By Robby Magyar

Newton’s third law states that for every action there is an equal and opposite reaction. And while this usually applies to physics, the same principle can be applied to situations of inaction or action when it comes to general protections. So, what is adverse action?

A recent decision of the Federal Circuit and Family Court (FCFC) suggests inaction on the part of an employer may amount to adverse action for the purposes of the general protections provisions of the Fair Work Act 2009 (Cth) (FW Act).

In this article, I explore adverse action, how it’s defined under the FW Act and what a recent decision made by the FCFC means for employers going forward.

Adverse action under the FW Act

The FW Act prohibits a person (including an employer) from taking ‘adverse action’ against another person (including an employee) because the other person:

  • has a protected characteristic (e.g. race, gender, sexuality, age, disability, pregnancy etc.).
  • has exercised, or proposes to exercise (or not) a workplace right (e.g. making a complaint about their employment, taking personal leave, joining a union, raising a workplace health and safety concern).

Adverse action, in respect of action an employer takes against an employee, includes:

  • Injuring the employee in their employment (depriving them of a benefit of employment, including demotions or stand downs).
  • Altering the position of the employee to the employee’s prejudice (any adverse impacts including issuing a warning or altering their roster).
  • Discriminating between the employee and other employees.

Where adverse action is taken against an employee, the FW Act presumes it was taken for unlawful reasons, requiring the employer to rebut this presumption and bear the burden of proof. Meaning the employer must demonstrate that the adverse action wasn’t taken for an unlawful reason.

If it’s found that the adverse action was taken unlawfully against either a prospective or current employee, it can result in considerable compensation payouts as the level of damages available is uncapped.

Farac v Pendal Group Limited [2021] FedCFamC2G 25

Peter Farac made an adverse action claim against his employer, Pendal Group, based on his expected income being slashed by $250,000 and being threatened with dismissal after lodging a complaint of bullying that wasn’t investigated by the company.

Farac sought to rely on the general protections provisions of the FW Act in claiming the failure of Pendal to investigate his bullying complaint ultimately amounted to injuring him in his employment because he exercised a workplace right to raise a complaint about his employment. One of the employer’s arguments was that it was impossible to undertake inaction, or in other words, adverse action “did not comprehend inaction.”

On this issue, Judge Cameron found that although the “sense of ss.340(1) and 340(2) is one of a positive step having been taken, there can be circumstances where inaction does, for instance, injure an employee in his or her employment.” This is because the focus is on the consequence that the employee suffers, not the action that brought that consequence about. Even if the employer doesn’t do anything but maintain the existing status quo, adverse action can still arise from this inaction.

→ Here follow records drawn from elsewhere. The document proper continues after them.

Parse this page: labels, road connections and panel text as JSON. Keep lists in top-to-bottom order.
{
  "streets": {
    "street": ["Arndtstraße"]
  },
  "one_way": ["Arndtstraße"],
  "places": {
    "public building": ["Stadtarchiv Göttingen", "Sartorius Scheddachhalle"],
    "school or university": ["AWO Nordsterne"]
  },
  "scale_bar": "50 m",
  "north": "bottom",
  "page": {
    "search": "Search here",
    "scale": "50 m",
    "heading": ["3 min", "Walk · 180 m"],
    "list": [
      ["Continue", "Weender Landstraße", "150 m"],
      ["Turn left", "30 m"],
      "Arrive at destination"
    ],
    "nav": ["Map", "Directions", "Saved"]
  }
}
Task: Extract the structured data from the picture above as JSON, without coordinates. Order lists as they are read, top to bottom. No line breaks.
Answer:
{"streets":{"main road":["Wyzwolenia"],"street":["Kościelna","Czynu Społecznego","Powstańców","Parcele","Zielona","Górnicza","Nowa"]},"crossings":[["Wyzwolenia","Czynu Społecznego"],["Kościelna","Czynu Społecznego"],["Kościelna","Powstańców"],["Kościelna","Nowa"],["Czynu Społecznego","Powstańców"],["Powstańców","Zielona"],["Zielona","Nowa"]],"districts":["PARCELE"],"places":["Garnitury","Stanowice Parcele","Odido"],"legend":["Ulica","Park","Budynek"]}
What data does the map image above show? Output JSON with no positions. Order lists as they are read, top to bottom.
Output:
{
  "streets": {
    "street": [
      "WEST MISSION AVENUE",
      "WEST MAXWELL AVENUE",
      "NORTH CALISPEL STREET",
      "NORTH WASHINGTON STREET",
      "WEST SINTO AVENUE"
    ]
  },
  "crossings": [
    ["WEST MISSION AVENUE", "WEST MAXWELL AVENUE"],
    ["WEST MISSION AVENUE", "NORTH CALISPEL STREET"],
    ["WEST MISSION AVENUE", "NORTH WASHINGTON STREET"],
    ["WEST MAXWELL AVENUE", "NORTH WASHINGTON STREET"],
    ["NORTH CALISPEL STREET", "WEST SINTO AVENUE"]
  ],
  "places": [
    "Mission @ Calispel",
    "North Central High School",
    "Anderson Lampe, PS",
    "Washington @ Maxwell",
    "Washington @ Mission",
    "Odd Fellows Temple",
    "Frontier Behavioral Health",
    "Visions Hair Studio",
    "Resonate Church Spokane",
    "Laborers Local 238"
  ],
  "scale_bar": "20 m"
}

However, the Court agreed with the employer that the employee had poorly pled his case in respect of how he had suffered an injury in his employment as a result of the complaint not being investigated. It emphasised that where an employee intends to trigger the reverse burden of proof such as in adverse action cases, there does need to be clear facts setting out on what basis the claim is made to allow the employer to disprove the claim. Rather than leaving it to the “imagination of the reader to speculate”, pleadings should be drafted clearly to avoid being struck out.

The employer was successful in having certain parts of the employee’s statement of claim struck out, and was given leave to file an amended defence. This case currently remains on foot for a future hearing.

What does this mean going forward?

As a result of the Court’s comments in Farac, it now appears clearer that inaction by an employer, such as a failure to investigate claims of bullying, grievances and workplace safety concerns raised by employees may amount to adverse action. A person making such a claim will need to specify clearly what injury they suffered and how it related to the unlawful reason.

Given this expanded interpretation of the boundaries of adverse action, employers should be careful when making decisions such as whether to investigate a complaint. This is particularly important where there are performance management or termination processes underway because employers must be able to demonstrate that all complaints are taken seriously and that their action or inaction isn’t a result of an employee’s workplace right.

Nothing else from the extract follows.